40-Schermerhorn-Street KLC Architects for Landmarks Preservation Commission
When 40 Schermerhorn Street, a four-story townhouse dating back to before the Civil War and located at the edge of the Brooklyn Heights Historic District, sold for $3.1 million in May 2021 (per Acris), it was configured as a four-family rental. However, if the Landmarks presentation is anything to go on, the new owner seeks to use it as an owner's triplex with a secondary unit. The new owner also seeks to embark on a rear yard extension and add a new stair bulkhead with a roof skylight. Mock-ups show that the new roof is visible from the street, but not conspicuously so.
40-Schermerhorn-Street-02 Front details
While the docket says the applicant seeks to "alter the front facade," a closer look at the presentation depicts an endeavor to restore the facade to its former glory by repairing cracked bricks, resurfacing the brownstone, adding new cornice to match the historic shape, replacing brownstone lintels and pediments, and repairing and replacing existing mansard slate roofing.

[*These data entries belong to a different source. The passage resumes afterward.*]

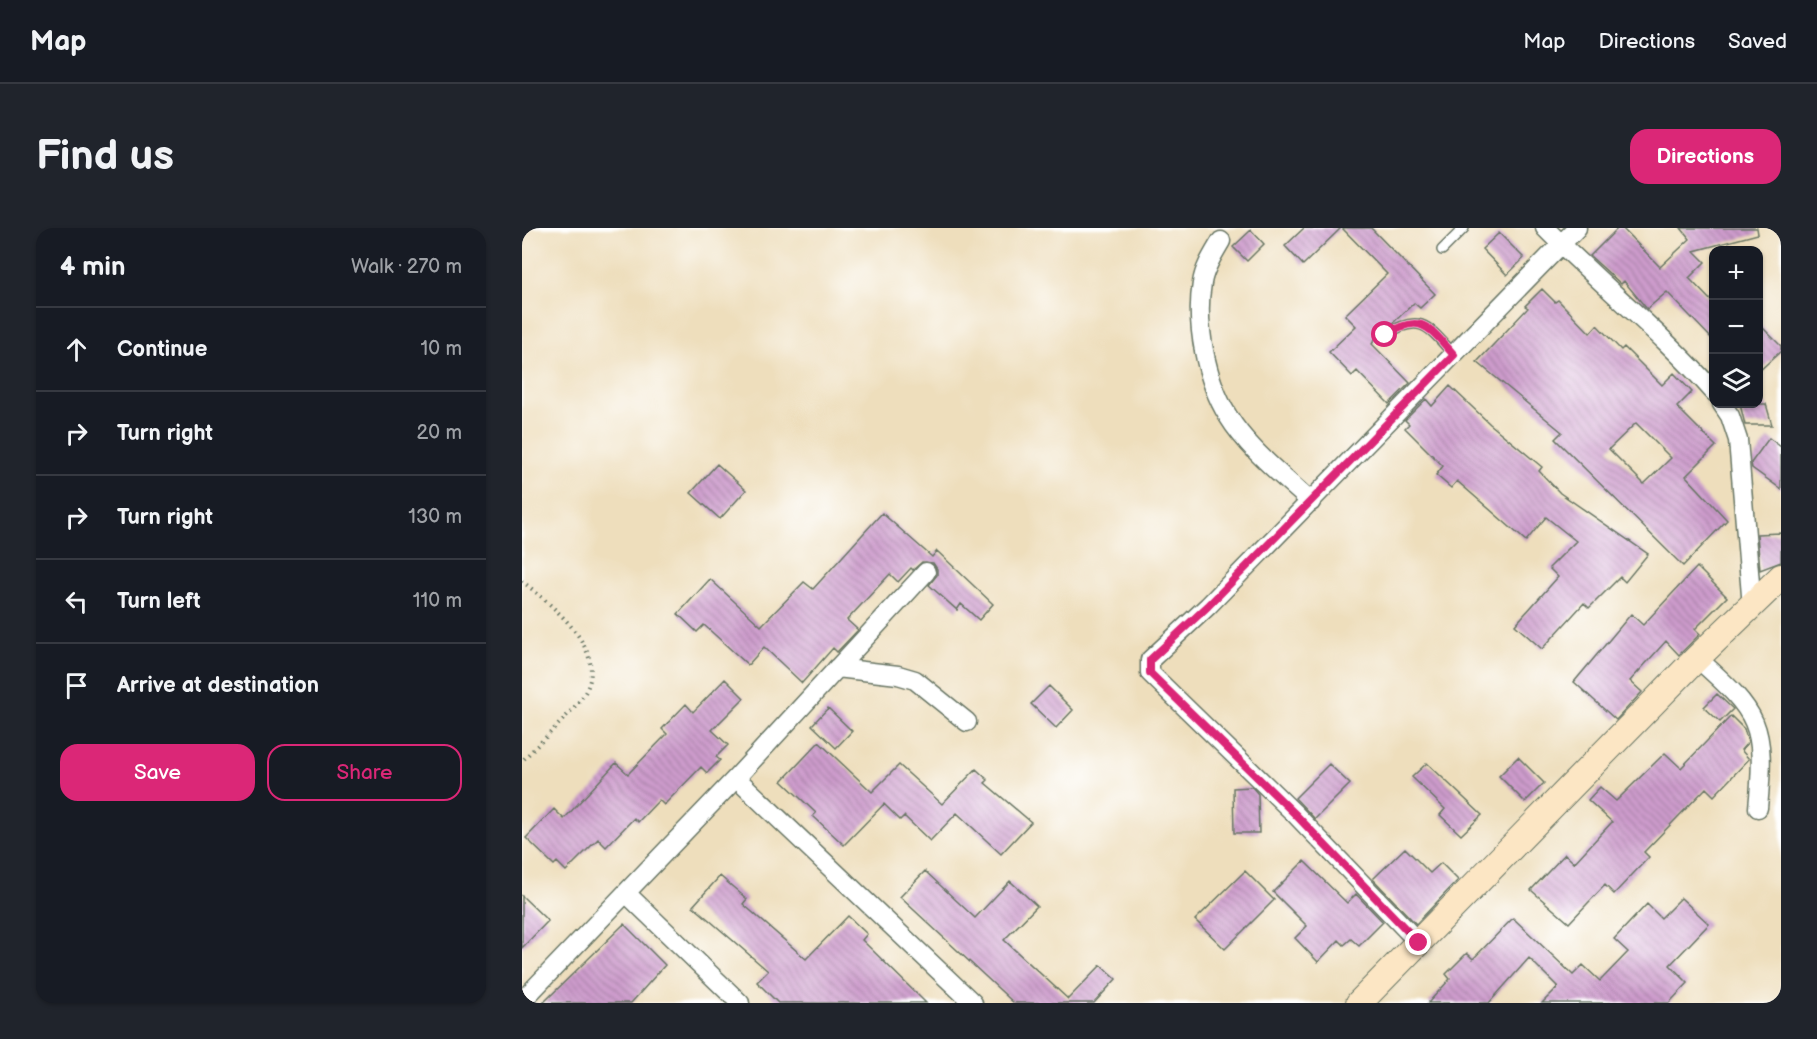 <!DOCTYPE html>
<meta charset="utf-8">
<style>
body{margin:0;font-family:"Balsamiq Sans",sans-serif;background:#20242c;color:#f1f3f6}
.controls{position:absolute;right:18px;top:18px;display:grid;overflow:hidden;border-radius:12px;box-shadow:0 2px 4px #0004}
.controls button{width:54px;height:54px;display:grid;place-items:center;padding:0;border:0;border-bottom:2px solid #363941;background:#171b24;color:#f1f3f6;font:30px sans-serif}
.stop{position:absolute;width:18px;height:18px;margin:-14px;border:4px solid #db2777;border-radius:50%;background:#fff}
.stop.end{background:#db2777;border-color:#fff;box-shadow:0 2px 6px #0008}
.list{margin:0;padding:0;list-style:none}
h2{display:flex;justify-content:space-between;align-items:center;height:78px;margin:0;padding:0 24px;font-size:26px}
h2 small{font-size:20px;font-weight:400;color:#9ea1a6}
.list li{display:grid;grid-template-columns:39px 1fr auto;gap:18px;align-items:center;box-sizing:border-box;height:84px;padding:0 24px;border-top:2px solid #363941}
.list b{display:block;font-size:22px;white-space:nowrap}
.list em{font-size:20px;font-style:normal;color:#9ea1a6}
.actions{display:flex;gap:12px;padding:18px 24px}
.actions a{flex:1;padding:14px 0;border:2px solid #db2777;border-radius:18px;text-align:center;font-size:21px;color:#db2777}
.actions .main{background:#db2777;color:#fff}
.icon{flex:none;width:33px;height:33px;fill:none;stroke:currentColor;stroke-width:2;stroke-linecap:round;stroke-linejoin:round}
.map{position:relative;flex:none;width:1259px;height:775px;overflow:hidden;border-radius:18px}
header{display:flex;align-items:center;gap:36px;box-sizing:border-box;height:84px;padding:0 30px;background:#171b24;border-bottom:2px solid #363941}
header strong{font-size:28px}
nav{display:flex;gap:33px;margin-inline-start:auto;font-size:21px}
.intro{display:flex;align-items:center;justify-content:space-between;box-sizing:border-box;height:144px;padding:0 36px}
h1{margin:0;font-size:42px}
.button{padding:15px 27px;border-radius:18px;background:#db2777;color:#fff;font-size:21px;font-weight:700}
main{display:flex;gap:36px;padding:0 36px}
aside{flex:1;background:#171b24;border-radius:18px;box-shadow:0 2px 4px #0004}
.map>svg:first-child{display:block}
.building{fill:url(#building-back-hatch);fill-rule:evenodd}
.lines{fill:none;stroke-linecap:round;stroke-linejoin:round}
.lane-casing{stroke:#677564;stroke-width:12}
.street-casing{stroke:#677564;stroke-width:21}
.secondary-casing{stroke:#677564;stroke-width:28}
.path{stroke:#677564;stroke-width:4;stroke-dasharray:1.5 4.5;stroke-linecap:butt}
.lane{stroke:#fff;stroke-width:9}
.street{stroke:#fff;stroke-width:18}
.secondary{stroke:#fce6c4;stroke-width:26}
.route{stroke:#db2777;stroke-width:8}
</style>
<header>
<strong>Map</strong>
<nav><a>Map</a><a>Directions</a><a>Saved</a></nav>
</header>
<div class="intro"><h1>Find us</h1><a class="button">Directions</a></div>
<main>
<aside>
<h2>4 min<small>Walk · 270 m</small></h2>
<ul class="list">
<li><svg class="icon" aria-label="ahead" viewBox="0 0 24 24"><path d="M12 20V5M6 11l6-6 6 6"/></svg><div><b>Continue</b></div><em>10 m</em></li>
<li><svg class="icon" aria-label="right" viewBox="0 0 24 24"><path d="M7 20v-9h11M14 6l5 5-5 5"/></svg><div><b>Turn right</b></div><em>20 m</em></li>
<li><svg class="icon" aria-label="right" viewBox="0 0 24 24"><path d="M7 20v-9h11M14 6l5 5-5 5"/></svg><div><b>Turn right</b></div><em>130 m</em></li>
<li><svg class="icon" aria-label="left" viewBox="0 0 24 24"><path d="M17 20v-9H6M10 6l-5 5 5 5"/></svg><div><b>Turn left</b></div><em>110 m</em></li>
<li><svg class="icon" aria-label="arrive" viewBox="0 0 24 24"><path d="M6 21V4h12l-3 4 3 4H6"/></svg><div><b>Arrive at destination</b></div></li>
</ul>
<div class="actions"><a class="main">Save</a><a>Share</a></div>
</aside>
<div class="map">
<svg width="1259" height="775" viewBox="0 0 1259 775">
<defs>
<pattern id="building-back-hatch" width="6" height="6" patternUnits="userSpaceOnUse" patternTransform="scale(1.5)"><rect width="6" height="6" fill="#cd9bcc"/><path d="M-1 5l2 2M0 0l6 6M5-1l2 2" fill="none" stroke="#a680a6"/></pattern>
</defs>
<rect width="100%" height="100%" fill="#fff"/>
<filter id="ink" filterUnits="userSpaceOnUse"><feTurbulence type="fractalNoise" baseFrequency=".0167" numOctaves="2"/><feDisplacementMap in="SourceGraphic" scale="12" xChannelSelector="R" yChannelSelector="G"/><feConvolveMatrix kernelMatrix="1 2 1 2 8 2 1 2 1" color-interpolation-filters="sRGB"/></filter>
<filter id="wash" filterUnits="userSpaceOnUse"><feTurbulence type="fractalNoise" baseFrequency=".008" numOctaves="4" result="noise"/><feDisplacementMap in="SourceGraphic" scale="24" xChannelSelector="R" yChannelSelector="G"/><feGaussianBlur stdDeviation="1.35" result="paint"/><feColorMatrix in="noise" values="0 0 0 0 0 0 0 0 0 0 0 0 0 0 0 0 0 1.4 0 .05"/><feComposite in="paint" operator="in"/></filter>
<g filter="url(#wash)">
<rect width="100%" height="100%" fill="#eedebc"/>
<g id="blocks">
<path class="building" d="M782,0h37l-38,37 -18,-19z
M820,0h29l64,66 -15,14 -6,-5 -20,19 -13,7 -9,15 38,39 -21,21 -32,-33 -5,5 -23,-24 27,-26 -11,-11 42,-41z
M1096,0h4l38,39 30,-28 -9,-11h76l1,6 -64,17 11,11 -16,16 24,25v37l-46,-48 -20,17 -23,-28 -3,3 -31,-28z
M729,2l13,14 -17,17 -14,-14z
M977,5l25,25 -17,17 -25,-26z
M1020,61l13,13 3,-2 32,33 7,-8 24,25 3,-3 38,38 12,-12 18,19 -15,15 39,39 -30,30 41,44 -44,46 -128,-127 7,-7 -85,-70 51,-54 -3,-2zM1114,195l35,35 -27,26 -35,-35z
M1236,95l23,23v5l-23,21z
M928,158l40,38 52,43 -3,4 21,22 88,61 -23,28 -5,-5 -31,31 -5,-5 -42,46 -27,-24 43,-48 -9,-9 27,-27 -30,-24 -20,24 -69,-60 -6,7 -15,-13 7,-9 -38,-38 4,-4 -4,-4 21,-21 6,7z
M1218,176h26l6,21h-27z
M1247,210l12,9v42l-29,-21 -1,-5z
M195,236l29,26 -26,29 -29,-26z
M360,285l50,44 5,-6 56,53 -14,16 -18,-16 -4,6 -28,-25 8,-10v-6l-4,-6 -11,-1 -9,8 -2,-2 -13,14 -8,-8 -43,46 11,10 -21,22 -4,-4 -31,35 -38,-36 -16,18 -44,-40 -7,7 -19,-18 32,-35 51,47 43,-44 9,7z
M1259,305v29l-21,8 -3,-36z
M1175,339l30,30 -32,32 5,5 -21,21 -13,-14 -36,40 12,11 -26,28 -42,-38 57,-68 12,11z
M203,451l19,19 -32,32 16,15 -12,12 4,3 -13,13 -6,-6 -37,38 -5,-5 -21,22 -4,-4 -28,29 -8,-8 -32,32 -9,-9 -3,3 -28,-27 28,-29 10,10 52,-56 12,11 39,-40 -5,-5 24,-25 7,8z
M527,458l24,24 -17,18 -25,-24z
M1195,466l16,15 -13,13 -16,-15z
M306,480l24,23 -16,17 -24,-23z
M1209,488l13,13 4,13 -7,8 8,9 -35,37 -8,-8 -62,64 5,5 -35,37 -9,-9 -36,38 -38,-33 34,-36 9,9 38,-41 -24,-22 12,-13 16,14 49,-48 16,15z
M297,514l53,50 27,-27 43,39 34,-35 12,11 -3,3 46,39 -30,32 -44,-41 -27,28 -26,-25 -4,4 -16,-16 -40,41 -31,-29 3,-3 -34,-32z
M996,529l26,26 -19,19 -26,-26z
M905,535l55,52 -21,20 -21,-20 5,-6 -33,-32z
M807,536l21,20 -35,35 -20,-21z
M730,559l6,7 1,39h-25l-1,-45z
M883,620l25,25 11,-10 17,17 -42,44 -43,-45z
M782,633l43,42 9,-9 27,28 -24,24 -8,-7 -7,6 -5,-5 -21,22 -23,-24 12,-12 -34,-34z
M403,643l50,47 35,-37 27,25 -33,34 64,59 33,-34 15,14 -22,24h-80l-114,-106z
M723,643l29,29 -49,49 -30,-29z
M198,648l27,23 -4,5 63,55 42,-43 19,18 -5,6 64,63h-148l-21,-21 11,-11 -75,-65z
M0,668l26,25 -26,27z
M1159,670l28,26 -39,41 18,18 -19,20h-127l16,-16 -29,-29 -40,45h-61l22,-24 -4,-5 21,-21 6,6 40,-41 60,57 10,-10 17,16 28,-29 -14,-13 33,-35 14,14z
M102,696l41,41 -34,38h-88z"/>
</g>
</g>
<g filter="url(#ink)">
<use href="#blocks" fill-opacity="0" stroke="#677564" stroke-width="1.5"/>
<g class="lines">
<defs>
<path id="lane" d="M920,22l22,-22
M863,107c36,-23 44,-8 69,20"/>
<path id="street" d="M1023,0c55,56 117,105 169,164
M699,13c-7,12 -17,27 -19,42 -7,40 4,98 26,133 20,33 55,60 83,86
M1200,176l8,12 8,24 14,167
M1175,430c63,56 69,66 61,150
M315,440l61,7 17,5 52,42
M214,550l237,225
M104,665l114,110
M897,715l-124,-129 -145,-141v-13l58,-54 369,-378
M0,773l214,-223 190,-206"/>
<path id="secondary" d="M837,775l338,-345 84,-81"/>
</defs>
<use href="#lane" class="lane-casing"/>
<use href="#street" class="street-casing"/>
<use href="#secondary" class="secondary-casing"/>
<path class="path" d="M0,353c32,26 94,74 58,119 -17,22 -39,41 -58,61"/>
<use href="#lane" class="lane"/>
<use href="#street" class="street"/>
<use href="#secondary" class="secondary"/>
</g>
</g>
<g class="lines" filter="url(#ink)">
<path class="route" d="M863,107c36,-23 44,-8 69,20l-246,251 -58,54v13l145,141 124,129"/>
</g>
</svg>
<div class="controls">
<button>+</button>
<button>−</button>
<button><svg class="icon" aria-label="layers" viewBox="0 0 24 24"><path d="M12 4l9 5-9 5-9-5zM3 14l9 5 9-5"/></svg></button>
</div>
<div class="stop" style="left:863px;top:107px"></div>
<div class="stop end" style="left:897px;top:715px"></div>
</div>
</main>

The rear wall will have to be demolished to make way for the extension, but the presentation notes that there are no historic features on this side of the house. This will get a new stucco facade, new steel-framed folding windows and doors on the ground floor allowing for garden access, and new aluminum-clad wood windows.
In addition to the exterior work, floor plans included in the presentation depict interior renovations as well. These include a new boiler and hot water tank, new wood stairs throughout, and removing walls in some of the lower-level rooms to allow for a more open, light-filled layout.
40-Schermerhorn-Street-04 40 Schermerhorn Street, January 2021

263-West-11th-Street-01 263 West 11th Street (Steven Harris Architects for Landmarks Preservation Commission)
In the nearly 200 years since it was constructed, 263 West 11th Street has attracted an array of notable residents. When it was being used as a multi-family building in the 1920s, author Thomas Wolfe had an apartment there. Decades later, Robert Soros (oldest son of George Soros) and his wife, Melissa Schiff, bought the house in 1993. Ms. Schiff bought Mr. Soros out for $10.5 million during their 2015 divorce, and quietly sold the house for $31 million in November 2020. The buyer was identified only by an LLC, but it's clear they like to swim: Landmarks is reviewing their application to install an in-ground pool in the rear yard.
When the townhouse sold, the New York Post noted that it had not been renovated in more than 20 years. Indeed, the pool appears to be part of a backyard makeover; a Landmarks presentation by Steven Harris Architects shows a new fence, new pavers, and new plantings. Certain exterior walls will have to be removed to accommodate the pool.
Backyard pools are rare in New York townhouses (basement pools have proven more popular in recent years), but not unheard of. The presentation cites two examples in historic districts, including fashion designer Cynthia Rowley's Village townhouse, as precedent. Community Board 2 is not impressed, and has called for disapproval.

231-233-West-74th-Street-01 231-233 West 74th Street (MVN Architect LLC for Landmarks Preservation Commission)
231-233 West 74th Street, a pair of Queen Anne-style townhouses designed by William J. Merritt, were developed by William E.D. Stokes, the man at the helm of The Ansonia. However, while The Ansonia was declared a New York City Landmark and converted to a condominium popular with celebrities, the rowhouses were not so fortunate. They were slated for demolition in 1929 to make way for a 35-story hotel, but this never got off the ground, likely due to the Great Depression. Since then, the rooms inside have been offered for rent.
In 2006, architecture critic Christopher Grey said, "In the white-water rapids of Upper West Side real estate, this forlorn pair is a cool, shady little eddy, a shipwreck of time." Years later, as time continues to march on, the houses have fallen into such a state of disrepair that restoration is no longer wise or safe. Pictures in the Landmarks presentation show bay window segments coming apart, crumbling facades, masonry displaced due to the facade settling, mortar losing strength, and a mansard roof in need of repairs. The owner seeks to reconstruct them with original materials wherever possible, and new materials to match the old when it’s not.
231-233-West-74th-Street Original architectural details will be restored to their former glory
In a March 2022 conversation with West Side Rag, a representative of the owner (identified only as 231 and 233 W. 74 Corps) said the plan was to rebuild the structures and get back to renting out the apartments inside. It is not likely that even the staunchest local preservationists will object to this - neighbors have noticed problems with rodents and the homeless on the properties and are eager to see this fixed.